302 是 HTTP 重定向。 Web 浏览器将跟随重定向到 Location 响应 header 中报告的 URL。当请求下一个URL时,它会有自己的响应码,可以包括404.

您的 Python 代码不遵循重定向,这可以解释为什么它得到原来的 302。

根据 Requests 文档:

Redirection and History

By default Requests will perform location redirection for all verbs except HEAD.
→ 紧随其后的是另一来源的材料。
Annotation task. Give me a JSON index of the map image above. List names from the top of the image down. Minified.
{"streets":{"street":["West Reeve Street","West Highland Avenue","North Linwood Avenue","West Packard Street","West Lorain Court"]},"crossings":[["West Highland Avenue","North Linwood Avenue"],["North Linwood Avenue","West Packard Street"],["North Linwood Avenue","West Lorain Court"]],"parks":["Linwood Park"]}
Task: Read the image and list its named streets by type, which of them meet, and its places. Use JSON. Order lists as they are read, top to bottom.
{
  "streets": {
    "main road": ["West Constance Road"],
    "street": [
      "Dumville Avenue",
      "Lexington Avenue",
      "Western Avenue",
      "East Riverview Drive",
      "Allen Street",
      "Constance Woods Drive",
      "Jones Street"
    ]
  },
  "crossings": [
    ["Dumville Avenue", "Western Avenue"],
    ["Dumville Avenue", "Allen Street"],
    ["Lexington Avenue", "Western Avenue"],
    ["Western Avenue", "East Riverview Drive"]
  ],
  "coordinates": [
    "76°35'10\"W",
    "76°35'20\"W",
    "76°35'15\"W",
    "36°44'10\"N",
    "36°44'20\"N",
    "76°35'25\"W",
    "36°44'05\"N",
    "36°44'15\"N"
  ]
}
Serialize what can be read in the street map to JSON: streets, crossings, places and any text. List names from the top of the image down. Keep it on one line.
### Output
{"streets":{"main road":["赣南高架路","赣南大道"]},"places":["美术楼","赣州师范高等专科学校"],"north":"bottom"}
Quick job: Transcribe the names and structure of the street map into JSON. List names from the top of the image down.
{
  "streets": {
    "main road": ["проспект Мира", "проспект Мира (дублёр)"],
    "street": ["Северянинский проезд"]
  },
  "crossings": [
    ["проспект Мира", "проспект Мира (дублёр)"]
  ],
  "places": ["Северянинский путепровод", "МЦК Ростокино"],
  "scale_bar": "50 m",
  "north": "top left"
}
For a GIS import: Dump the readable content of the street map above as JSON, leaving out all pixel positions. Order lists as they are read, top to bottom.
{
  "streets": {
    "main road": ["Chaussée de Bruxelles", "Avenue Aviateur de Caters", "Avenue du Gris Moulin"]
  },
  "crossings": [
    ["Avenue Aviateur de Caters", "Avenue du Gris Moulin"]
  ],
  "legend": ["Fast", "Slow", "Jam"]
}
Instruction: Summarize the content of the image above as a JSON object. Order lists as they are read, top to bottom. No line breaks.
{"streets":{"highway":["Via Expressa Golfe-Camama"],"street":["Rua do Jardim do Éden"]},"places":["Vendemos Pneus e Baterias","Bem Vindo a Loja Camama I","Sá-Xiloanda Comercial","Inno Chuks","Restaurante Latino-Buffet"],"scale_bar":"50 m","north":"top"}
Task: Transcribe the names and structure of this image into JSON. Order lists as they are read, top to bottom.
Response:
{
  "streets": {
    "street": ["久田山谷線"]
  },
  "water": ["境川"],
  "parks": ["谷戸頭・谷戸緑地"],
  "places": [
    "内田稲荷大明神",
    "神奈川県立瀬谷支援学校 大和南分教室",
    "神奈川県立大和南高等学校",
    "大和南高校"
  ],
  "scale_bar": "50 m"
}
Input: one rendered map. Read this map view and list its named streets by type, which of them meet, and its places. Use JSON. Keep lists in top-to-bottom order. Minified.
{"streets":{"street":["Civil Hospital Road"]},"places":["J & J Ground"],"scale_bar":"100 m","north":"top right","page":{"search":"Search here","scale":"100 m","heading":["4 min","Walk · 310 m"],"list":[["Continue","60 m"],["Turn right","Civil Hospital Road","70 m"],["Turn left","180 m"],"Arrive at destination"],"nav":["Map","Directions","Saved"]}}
We can use the history property of the Response object to track redirection.

The Response.history list contains the Response objects that were created in order to complete the request. The list is sorted from the oldest to the most recent response.

...

If you’re using GET, OPTIONS, POST, PUT, PATCH or DELETE, you can disable redirection handling with the allow_redirects parameter:

>>> r = requests.get('https://github.com/', allow_redirects=False)

>>> r.status_code
301

>>> r.history
[]

If you’re using HEAD, you can enable redirection as well:

>>> r = requests.head('https://github.com/', allow_redirects=True)

>>> r.url
'https://github.com/'

>>> r.history
[<Response [301]>]

因此,在您的代码中,将此更改为:

r = requests.head(testpoint_url)

为此:

r = requests.head(testpoint_url, allow_redirects=True)

然后r.status_code将是所有重定向后的最终状态代码(即404)。